Aurelio Arcos salió con su familia debido a la falta de futuro en Colombia, pero no ha logrado salir del basural donde comparte miseria con compatriotas y otros suramericanos.

Al igual que muchos peruanos, ecuatorianos o bolivianos, Aurelio arribó en los últimos años a Antofagasta, la capital mundial de la minería del cobre en busca de un mejor futuro, apuntalado por la bonanza del precio del metal, del que Chile es el principal productor mundial.

Antofagasta era la salida más fácil para Aurelio, deseoso de dejar la violencia de las mafias y de las guerrillas en su natal Nariño, en el sur de Colombia, ya que familiares y amigos le habían abierto el camino atraídos por la pujanza económica del cobre.

Enclavada en medio del desierto de Atacama, el más árido del mundo, y con el océano Pacífico como fondo, Antofagasta es distinta de lo que él esperaba y menos hospitalaria de lo que le hubiera gustado.

Como a muchos de sus compatriotas, no le quedó otra alternativa que irse a vivir al campamento ‘Los Arenales’, erigido en medio de un basural en 2014.

“No es como me contaron”, se queja Aurelio, sentado en un viejo sillón bajo un toldo levantado con cuatro palos donde charla con otros colombianos. Su sueldo como aseador apenas le alcanza para mantener a sus dos hijos.

Como él, cerca de un millar de personas viven en esta barriada en condiciones miserables, en pequeñas casuchas de madera, sin agua potable ni electricidad, aunque la mayoría están conectados de manera ilegal al alumbrado público.

Las calles de tierra, un intenso olor a orín y basura se mezclan en el aire, mientras ratones y cucarachas salen y entran de las viviendas como si fueran los dueños.

Aurelio era conductor y comerciante en Colombia, y tras casi un año de haber arribado a Chile, ni siquiera sueña con salir del campamento para ir a vivir a Antofagasta, la segunda ciudad más cara de Chile.

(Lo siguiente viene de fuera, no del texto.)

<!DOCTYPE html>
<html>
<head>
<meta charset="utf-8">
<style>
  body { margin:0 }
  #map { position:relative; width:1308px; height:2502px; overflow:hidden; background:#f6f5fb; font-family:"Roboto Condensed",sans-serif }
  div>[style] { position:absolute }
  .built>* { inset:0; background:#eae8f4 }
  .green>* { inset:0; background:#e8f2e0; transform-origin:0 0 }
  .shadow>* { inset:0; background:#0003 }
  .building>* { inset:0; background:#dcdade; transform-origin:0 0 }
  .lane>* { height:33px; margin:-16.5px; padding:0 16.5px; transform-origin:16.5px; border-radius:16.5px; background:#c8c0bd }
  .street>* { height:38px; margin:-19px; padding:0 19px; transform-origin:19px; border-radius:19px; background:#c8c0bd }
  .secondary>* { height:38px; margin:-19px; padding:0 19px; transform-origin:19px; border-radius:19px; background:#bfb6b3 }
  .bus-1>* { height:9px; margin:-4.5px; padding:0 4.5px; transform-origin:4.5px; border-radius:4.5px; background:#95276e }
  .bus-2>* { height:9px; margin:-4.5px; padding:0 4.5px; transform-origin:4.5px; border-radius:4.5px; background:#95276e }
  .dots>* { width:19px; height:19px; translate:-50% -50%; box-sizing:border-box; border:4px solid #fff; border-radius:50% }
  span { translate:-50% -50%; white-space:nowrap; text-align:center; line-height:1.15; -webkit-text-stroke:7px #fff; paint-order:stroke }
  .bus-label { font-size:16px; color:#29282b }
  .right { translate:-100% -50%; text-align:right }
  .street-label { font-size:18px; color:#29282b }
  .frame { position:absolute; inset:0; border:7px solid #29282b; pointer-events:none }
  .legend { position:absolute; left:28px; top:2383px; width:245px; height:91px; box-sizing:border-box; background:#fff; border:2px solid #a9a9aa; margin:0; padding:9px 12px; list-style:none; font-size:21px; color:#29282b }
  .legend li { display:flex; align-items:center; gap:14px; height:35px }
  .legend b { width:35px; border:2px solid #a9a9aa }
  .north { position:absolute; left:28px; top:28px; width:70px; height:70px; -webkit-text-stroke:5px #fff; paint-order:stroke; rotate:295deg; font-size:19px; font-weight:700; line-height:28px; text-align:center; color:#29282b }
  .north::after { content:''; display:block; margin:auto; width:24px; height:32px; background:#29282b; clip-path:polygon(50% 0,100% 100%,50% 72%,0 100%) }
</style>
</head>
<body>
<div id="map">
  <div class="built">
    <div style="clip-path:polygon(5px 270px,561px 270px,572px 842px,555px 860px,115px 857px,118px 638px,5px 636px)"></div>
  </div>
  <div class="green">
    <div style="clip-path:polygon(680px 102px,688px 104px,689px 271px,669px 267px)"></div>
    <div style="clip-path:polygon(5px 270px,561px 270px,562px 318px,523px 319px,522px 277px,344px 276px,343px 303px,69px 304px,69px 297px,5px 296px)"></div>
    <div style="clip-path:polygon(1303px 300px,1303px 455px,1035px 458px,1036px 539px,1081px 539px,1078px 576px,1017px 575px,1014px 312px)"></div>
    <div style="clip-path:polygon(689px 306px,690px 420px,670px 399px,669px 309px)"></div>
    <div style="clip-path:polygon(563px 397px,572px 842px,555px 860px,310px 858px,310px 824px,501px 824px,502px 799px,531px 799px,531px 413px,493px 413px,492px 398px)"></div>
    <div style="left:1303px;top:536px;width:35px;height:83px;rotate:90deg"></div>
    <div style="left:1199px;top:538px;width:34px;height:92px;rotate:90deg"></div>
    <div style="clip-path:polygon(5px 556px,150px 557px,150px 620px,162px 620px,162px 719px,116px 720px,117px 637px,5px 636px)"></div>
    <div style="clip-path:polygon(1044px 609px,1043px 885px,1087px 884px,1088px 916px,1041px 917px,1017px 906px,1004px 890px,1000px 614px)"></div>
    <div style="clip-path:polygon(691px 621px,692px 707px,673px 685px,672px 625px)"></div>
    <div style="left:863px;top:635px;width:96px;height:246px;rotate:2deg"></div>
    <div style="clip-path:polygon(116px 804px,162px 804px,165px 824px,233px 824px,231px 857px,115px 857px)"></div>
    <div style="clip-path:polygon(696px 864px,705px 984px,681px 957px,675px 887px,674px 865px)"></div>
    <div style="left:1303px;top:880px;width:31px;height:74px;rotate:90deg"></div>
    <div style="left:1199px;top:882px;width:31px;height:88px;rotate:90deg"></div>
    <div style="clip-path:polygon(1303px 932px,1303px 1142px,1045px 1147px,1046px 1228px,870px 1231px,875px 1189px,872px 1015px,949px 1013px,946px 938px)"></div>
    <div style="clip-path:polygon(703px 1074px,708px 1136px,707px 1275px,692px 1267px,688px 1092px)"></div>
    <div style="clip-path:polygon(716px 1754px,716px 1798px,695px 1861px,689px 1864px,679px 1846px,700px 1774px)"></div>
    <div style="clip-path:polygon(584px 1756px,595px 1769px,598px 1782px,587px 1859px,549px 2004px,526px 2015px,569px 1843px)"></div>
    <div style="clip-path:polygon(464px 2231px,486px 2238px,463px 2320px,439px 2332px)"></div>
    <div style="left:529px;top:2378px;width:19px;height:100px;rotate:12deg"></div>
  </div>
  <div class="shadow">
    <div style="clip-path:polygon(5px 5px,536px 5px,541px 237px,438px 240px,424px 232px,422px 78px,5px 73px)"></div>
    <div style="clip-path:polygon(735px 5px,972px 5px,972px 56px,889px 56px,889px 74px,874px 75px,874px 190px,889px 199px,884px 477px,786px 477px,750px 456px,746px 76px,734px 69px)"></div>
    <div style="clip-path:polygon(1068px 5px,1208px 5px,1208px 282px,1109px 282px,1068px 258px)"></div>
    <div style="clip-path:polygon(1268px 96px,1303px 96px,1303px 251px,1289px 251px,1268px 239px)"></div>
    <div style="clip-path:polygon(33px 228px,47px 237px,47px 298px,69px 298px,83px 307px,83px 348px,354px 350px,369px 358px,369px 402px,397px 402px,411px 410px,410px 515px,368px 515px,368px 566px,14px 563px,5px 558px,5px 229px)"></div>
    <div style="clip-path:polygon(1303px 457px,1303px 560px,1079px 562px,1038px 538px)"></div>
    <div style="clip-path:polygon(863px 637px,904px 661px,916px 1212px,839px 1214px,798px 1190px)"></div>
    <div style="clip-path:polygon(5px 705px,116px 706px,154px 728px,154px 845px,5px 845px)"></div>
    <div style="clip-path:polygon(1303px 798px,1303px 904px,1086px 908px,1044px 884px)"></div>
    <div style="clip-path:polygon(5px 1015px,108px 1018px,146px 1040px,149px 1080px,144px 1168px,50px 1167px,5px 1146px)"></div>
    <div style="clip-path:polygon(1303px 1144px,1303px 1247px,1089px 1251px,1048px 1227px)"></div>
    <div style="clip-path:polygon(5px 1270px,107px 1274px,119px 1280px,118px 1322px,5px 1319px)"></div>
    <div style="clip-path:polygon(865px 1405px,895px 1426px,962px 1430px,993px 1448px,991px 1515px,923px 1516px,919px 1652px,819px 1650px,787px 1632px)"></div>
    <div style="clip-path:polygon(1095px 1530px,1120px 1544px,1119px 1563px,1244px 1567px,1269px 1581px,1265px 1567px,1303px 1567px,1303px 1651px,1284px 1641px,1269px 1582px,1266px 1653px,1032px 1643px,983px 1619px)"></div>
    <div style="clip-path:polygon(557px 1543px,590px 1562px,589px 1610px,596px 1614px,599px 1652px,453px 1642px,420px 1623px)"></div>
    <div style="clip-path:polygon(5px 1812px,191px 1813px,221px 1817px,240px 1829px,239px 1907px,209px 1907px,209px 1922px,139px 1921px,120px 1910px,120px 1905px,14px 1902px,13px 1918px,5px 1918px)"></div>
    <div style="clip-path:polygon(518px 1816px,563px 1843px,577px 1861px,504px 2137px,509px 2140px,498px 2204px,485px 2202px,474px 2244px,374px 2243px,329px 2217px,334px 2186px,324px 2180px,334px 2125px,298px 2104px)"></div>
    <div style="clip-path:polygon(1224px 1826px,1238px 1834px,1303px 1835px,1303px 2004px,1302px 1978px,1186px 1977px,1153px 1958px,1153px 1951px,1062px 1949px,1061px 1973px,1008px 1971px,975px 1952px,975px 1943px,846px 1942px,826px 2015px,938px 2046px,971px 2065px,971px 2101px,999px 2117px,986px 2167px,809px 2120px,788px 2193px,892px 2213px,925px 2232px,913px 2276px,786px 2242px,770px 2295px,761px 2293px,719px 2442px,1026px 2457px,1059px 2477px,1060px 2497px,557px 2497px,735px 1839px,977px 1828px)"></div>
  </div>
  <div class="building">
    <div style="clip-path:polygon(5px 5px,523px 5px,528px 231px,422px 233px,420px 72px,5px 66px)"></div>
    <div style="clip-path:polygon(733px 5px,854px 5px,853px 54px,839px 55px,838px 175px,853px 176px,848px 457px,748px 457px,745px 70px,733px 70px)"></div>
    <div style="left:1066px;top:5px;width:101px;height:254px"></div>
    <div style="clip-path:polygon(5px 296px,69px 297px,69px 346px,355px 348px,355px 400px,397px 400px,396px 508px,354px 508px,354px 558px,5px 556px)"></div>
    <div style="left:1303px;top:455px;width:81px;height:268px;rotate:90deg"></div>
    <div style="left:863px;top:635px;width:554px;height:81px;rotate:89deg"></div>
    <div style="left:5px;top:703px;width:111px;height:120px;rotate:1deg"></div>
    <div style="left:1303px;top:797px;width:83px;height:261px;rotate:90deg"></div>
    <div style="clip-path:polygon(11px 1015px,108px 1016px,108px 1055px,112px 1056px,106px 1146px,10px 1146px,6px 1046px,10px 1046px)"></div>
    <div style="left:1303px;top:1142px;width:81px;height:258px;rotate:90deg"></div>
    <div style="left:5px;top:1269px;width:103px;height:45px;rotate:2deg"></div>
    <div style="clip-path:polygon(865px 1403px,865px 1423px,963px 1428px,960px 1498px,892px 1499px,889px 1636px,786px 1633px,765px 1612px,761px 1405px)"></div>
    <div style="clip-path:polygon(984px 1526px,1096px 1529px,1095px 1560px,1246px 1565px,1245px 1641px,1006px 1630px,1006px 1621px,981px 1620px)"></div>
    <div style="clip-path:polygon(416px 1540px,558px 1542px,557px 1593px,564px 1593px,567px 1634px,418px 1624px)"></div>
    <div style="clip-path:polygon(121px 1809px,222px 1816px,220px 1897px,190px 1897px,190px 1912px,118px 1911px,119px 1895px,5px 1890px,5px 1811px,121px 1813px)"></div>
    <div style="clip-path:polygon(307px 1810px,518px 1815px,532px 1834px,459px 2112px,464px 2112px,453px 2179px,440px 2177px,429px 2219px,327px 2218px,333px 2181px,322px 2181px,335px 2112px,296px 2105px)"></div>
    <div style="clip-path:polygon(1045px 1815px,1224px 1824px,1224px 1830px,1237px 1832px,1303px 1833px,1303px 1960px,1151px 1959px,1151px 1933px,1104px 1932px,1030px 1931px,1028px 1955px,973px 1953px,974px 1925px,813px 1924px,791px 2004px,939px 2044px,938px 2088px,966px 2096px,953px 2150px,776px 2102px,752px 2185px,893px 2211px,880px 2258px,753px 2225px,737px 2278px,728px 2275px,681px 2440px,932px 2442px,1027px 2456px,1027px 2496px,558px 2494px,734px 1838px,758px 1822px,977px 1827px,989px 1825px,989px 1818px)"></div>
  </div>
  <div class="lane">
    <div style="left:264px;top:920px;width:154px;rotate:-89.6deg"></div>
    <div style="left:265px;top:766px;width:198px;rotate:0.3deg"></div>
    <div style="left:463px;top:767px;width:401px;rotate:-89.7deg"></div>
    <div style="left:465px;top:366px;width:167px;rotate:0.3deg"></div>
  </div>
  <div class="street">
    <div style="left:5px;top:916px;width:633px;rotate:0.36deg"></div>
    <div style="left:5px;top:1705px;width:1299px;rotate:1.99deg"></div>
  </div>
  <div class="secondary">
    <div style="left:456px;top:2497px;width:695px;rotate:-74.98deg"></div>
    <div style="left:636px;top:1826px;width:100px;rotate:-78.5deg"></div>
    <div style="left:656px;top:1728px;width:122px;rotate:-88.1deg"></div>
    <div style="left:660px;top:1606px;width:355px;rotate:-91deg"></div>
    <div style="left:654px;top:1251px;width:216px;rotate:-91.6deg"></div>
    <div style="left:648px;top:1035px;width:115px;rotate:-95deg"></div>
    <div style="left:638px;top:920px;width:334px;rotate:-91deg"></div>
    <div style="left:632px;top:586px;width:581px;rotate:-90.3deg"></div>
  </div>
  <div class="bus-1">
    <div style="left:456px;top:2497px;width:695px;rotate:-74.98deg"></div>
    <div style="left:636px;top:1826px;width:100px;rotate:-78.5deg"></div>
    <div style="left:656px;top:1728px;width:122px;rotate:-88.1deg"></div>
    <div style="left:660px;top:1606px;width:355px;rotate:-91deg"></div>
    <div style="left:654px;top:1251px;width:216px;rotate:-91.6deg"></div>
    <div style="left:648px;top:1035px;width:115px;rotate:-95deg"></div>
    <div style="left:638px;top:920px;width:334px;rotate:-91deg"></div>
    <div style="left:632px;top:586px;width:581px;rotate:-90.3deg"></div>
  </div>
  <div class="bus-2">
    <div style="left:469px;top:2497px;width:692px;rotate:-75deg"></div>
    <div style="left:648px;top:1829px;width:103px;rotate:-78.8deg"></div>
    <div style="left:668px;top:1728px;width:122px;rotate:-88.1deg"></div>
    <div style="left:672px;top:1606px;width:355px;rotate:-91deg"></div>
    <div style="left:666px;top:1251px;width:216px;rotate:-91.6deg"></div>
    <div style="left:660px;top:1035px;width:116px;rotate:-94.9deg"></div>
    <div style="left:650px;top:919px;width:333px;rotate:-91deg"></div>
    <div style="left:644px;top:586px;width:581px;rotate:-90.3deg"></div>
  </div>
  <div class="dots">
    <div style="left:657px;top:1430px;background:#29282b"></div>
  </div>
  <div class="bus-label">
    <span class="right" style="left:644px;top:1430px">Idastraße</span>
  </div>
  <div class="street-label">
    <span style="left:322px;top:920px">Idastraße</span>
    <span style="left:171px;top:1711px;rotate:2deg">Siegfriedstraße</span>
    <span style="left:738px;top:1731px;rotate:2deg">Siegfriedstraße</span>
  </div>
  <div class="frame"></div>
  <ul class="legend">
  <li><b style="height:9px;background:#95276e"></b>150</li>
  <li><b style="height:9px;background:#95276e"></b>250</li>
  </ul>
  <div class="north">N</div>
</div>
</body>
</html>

“Cuando uno llega aquí es difícil porque todo es caro (…) Ahora mi esperanza es buscar algo más amplio de pronto aquí en el (mismo) campamento”, agrega, con decepción.

En la actualidad, cerca de 6.000 familias viven en los campamentos de Antofagasta. Más del 60 % de estas son extranjeras, según datos de la Municipalidad de la ciudad.

En el 2015, se entregaron 20.000 visas de residencia en la región de Antofagasta, donde habitan unos 42.000 extranjeros, según datos de la Dirección de Extranjería.

Colombianos, ecuatorianos, bolivianos y peruanos viven hoy en “Los Arenales”, cada vez con menos esperanzas de abandonarlo tras el duro golpe a la economía local que significó la brusca caída en el precio internacional del cobre.

En su mayoría, trabajan en labores esporádicas o en el comercio, porque la mayoría nunca entró a las mineras, la meca para muchos trabajadores, que están reservadas para los chilenos.

El ‘centro comercial’ de los pobres

Pero ‘Los Arenales’ no es el único campamento ilegal de Antofagasta. En seis años, llegaron a existir un centenar de estos asentamientos en esta ciudad ubicada unos 1.200 km al norte de Santiago.

Hoy sobreviven la mitad, la mayoría habitados por migrantes, que acceden a trabajos que los chilenos no desean hacer, como garzones, basureros, guardias nocturnos o atendiendo gasolineras.

‘La Chimba’ es otro campamento levantado en un basural. Desde hace tres años vive allí el sacerdote jesuita Felipe Berríos, el fundador de la iniciativa ‘Techo’ que ha levantado viviendas sociales en toda América Latina.

“Muchas de las cosas que tengo en mi casa las hemos sacado del basural, sillones, camas, televisión, refrigerador, es tanto así que al basural le llamamos el ‘mall'”, afirma Berríos, describiendo una práctica común y obligada entre los habitantes de ‘La Chimba’.

Muchas de las mujeres que viven aquí o en ‘Los Arenales’, principalmente afrodescendientes, llegaron hasta Antofagasta engañadas por mafias y terminaron formando parte de redes de prostitución.

“Ellos representan la marginalidad, son un símbolo de la exclusión”, afirma Berríos.